I think the last sentence is a fair question. Just based on Joe’s back-of-the-envelope math, which suggestions SUP’s operating budget is $6.7 million, the answer lies in how much *MORE* additional funding the university (whether the provost, the library director, or the endowment chief) would need to come up with in order to turn the existing operation into an OA venture. To be fair, perhaps one could trim out all printing and manufacturing costs (I don’t think you could, but for the sake of argument). Based on standard P&L assumptions, this should reduce the overall budget by no more than a quarter–perhaps a third. So we’re down to $4.7 million–still a significant increase over the current requested level of support. As Joe says, there’s no pot of money somewhere that could make this happen.

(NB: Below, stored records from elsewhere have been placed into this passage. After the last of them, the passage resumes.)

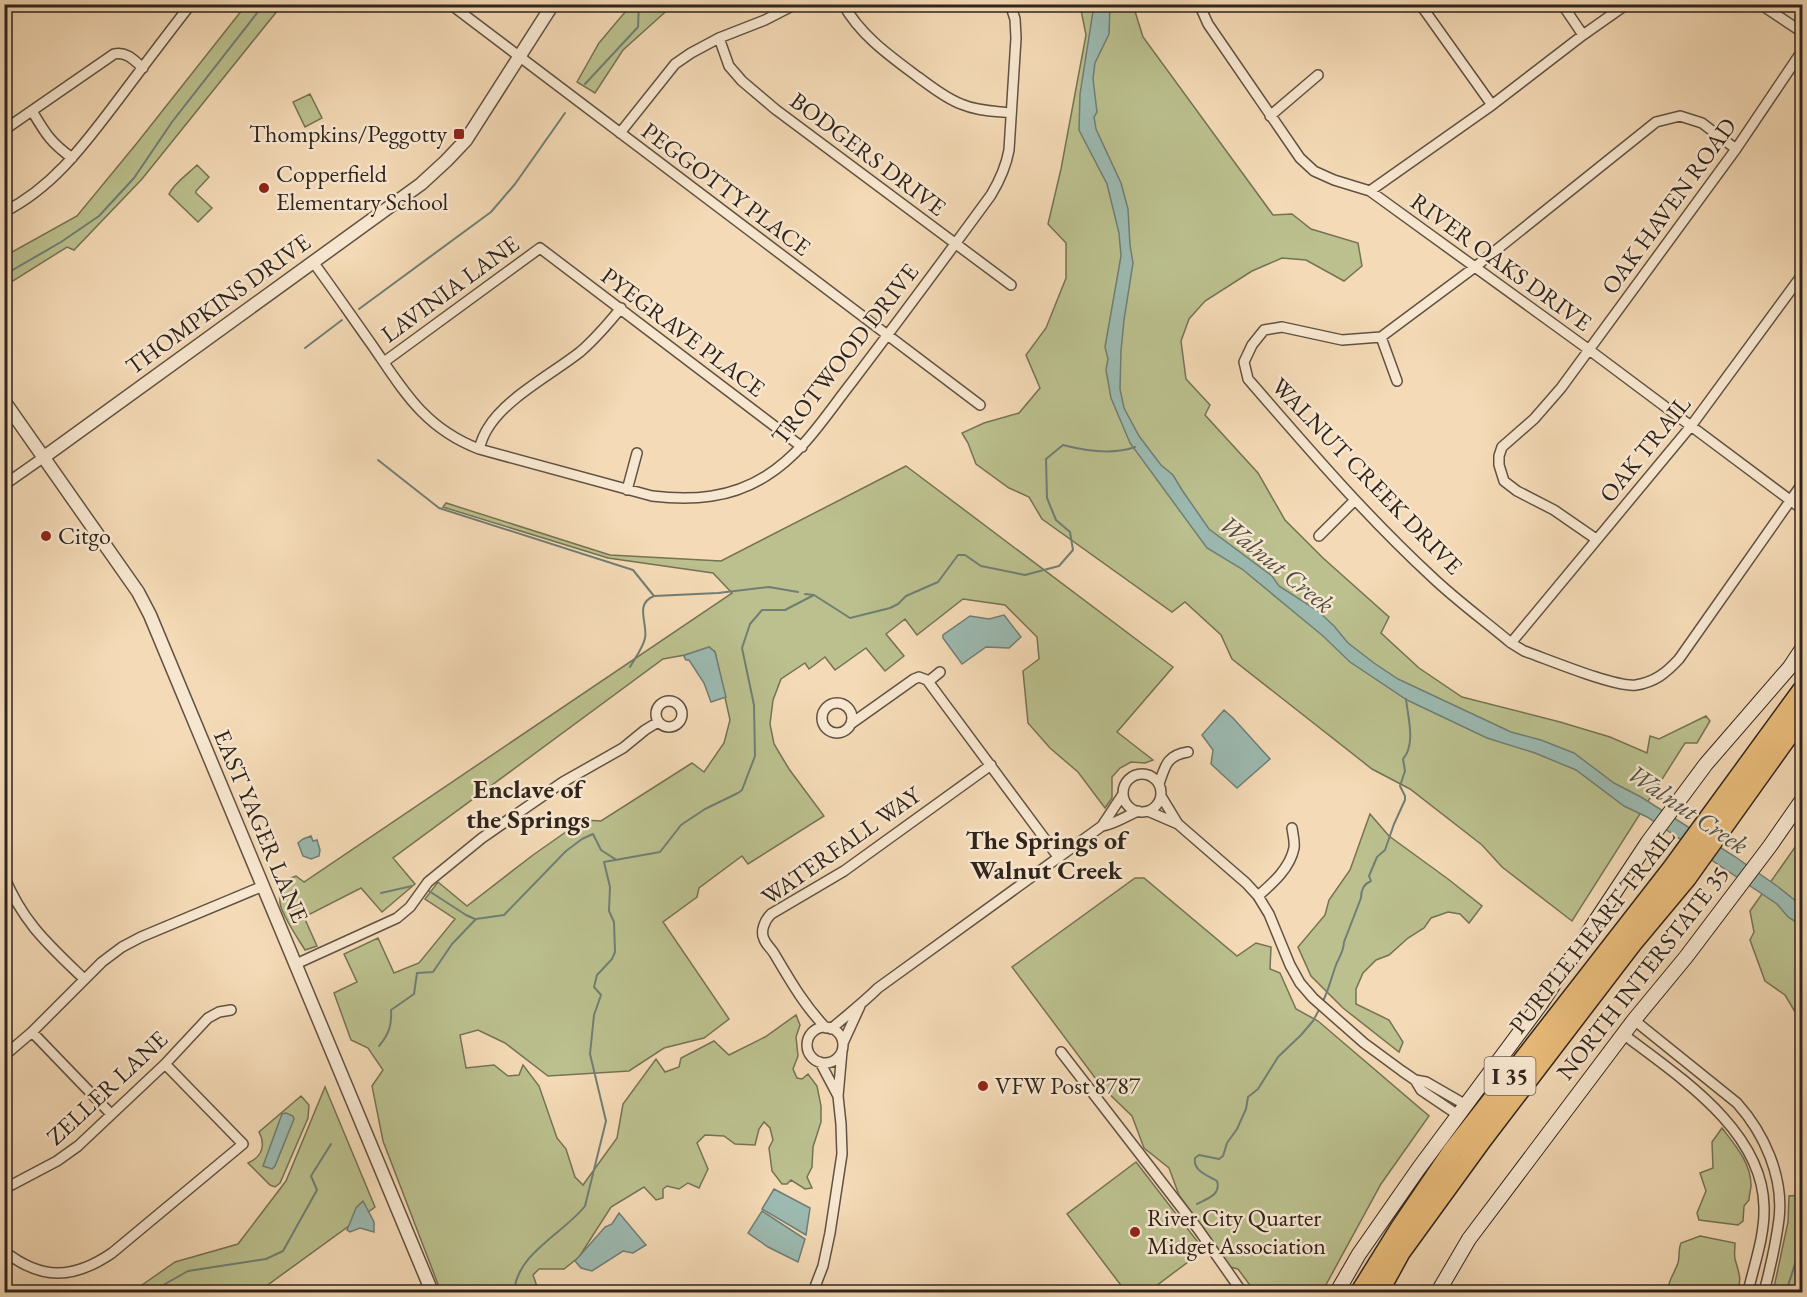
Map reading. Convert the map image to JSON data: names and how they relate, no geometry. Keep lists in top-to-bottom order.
{
  "streets": {
    "highway": ["PURPLE HEART TRAIL", "I 35"],
    "main road": ["NORTH INTERSTATE 35"],
    "street": [
      "BODGERS DRIVE",
      "PEGGOTTY PLACE",
      "OAK HAVEN ROAD",
      "RIVER OAKS DRIVE",
      "LAVINIA LANE",
      "THOMPKINS DRIVE",
      "PYEGRAVE PLACE",
      "TROTWOOD DRIVE",
      "OAK TRAIL",
      "WALNUT CREEK DRIVE",
      "EAST YAGER LANE",
      "WATERFALL WAY",
      "ZELLER LANE"
    ]
  },
  "crossings": [
    ["BODGERS DRIVE", "TROTWOOD DRIVE"],
    ["PEGGOTTY PLACE", "THOMPKINS DRIVE"],
    ["PEGGOTTY PLACE", "TROTWOOD DRIVE"],
    ["OAK HAVEN ROAD", "RIVER OAKS DRIVE"],
    ["OAK HAVEN ROAD", "OAK TRAIL"],
    ["RIVER OAKS DRIVE", "OAK TRAIL"],
    ["RIVER OAKS DRIVE", "WALNUT CREEK DRIVE"],
    ["LAVINIA LANE", "PYEGRAVE PLACE"],
    ["LAVINIA LANE", "TROTWOOD DRIVE"],
    ["THOMPKINS DRIVE", "TROTWOOD DRIVE"],
    ["THOMPKINS DRIVE", "EAST YAGER LANE"],
    ["PYEGRAVE PLACE", "TROTWOOD DRIVE"],
    ["OAK TRAIL", "WALNUT CREEK DRIVE"]
  ],
  "districts": ["Enclave of the Springs", "The Springs of Walnut Creek"],
  "water": ["Walnut Creek"],
  "places": {
    "transit": ["Thompkins/Peggotty"],
    "other": [
      "Copperfield Elementary School",
      "Citgo",
      "VFW Post 8787",
      "River City Quarter Midget Association"
    ]
  }
}
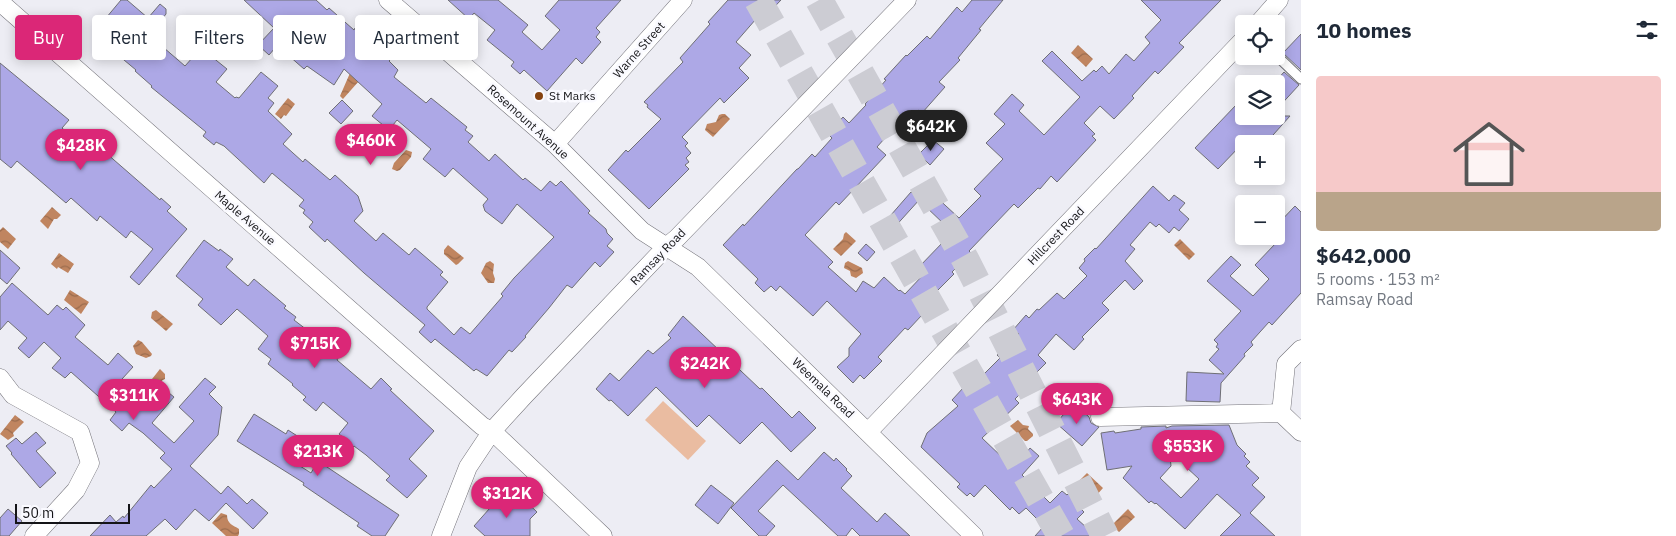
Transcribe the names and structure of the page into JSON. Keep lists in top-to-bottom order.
{
  "streets": {
    "street": [
      "Warne Street",
      "Rosemount Avenue",
      "Maple Avenue",
      "Hillcrest Road",
      "Ramsay Road",
      "Weemala Road"
    ]
  },
  "crossings": [
    ["Warne Street", "Rosemount Avenue"],
    ["Rosemount Avenue", "Ramsay Road"],
    ["Rosemount Avenue", "Weemala Road"],
    ["Maple Avenue", "Ramsay Road"],
    ["Hillcrest Road", "Weemala Road"],
    ["Ramsay Road", "Weemala Road"]
  ],
  "places": ["St Marks"],
  "scale_bar": "50 m",
  "page": {
    "heading": "10 homes",
    "map_buttons": ["+", "−"],
    "chip": [
      "Buy",
      "Rent",
      "Filters",
      "New",
      "Apartment"
    ],
    "list": [
      {
        "name": "$642,000",
        "note": "5 rooms · 153 m² · Ramsay Road"
      }
    ],
    "price": [
      "$642K",
      "$460K",
      "$428K",
      "$715K",
      "$242K",
      "$311K",
      "$643K",
      "$553K",
      "$213K",
      "$312K"
    ],
    "scale": "50 m"
  }
}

I know nothing of SUP. But, I would guess they are printing more than 300-500 copies of any given book and writing off more in inventory costs than sales dollars generated. I just looked at their catalogue and I saw a history book priced for $25! I looked at Routledge which published a history book for $112!
For some reason university presses refuse to cover the cost of publishing books that sell in few numbers! And, it is for this reason (high expectations coupled to high print runs and low prices) that university presses are failing!

Not sure where to begin with this comment. I guess I’ll start by pointing out that not all history books are alike. You needn’t publish a Civil War history book at the same price as a book on the history of farriers in 14th Century Portugal. It should be painfully obvious that the markets for those two are different and thus will sell different quantities. It is apparently not.

University presses are given the unenviable task of being both a business, a producer of tangible objects, and to use that business to offset the costs of our mission, the dissemination of scholarship in a shrinking market. We would love to be revenue neutral, but the market won’t have it. How high should we price these monographs? I can easily imagine Routledge putting a price even higher on their monographs, but at $112 they’ve hit the price ceiling of the only remaining customer for those monographs, libraries, so even if they or Stanford wanted to charge more, the final group of customers would disappear.

I’m also astonished at the shortsightedness of the “just keep raising prices” argument. As if price and access were unrelated. Have you any idea how elitist and privileged that argument is? You want a diversified faculty, you want affordable materials for students, but you have no problem pricing scholarship out of the reach of everyone but those with significant financial security.

Raising prices is not a solution. It has far more consequences than you realize.

I know nothing of the specifics of book budgeting at SUP either. But I recognize it’s entirely possible that a small subvention was received, on a title-basis, to support such a non-financial decision.

Also, I strongly disagree with the statement that university presses are failing. Where’s the evidence?

This comment (inadvertently) highlights *the* core issue: Either, universities see the value in what UP’s do and are willing to support them or they don’t and the cede the entire academic publishing market to large commercial entities (Elsevier, Springer, Wiley, etc.) If you are a provost, would rather spend a bit of money supporting UPs? Or would you rather hand all your money over to for-profit companies (i.e., the ones that faculty and librarians complain charge too much for content)? This, to me, seems to be the core issue that universities must decide on.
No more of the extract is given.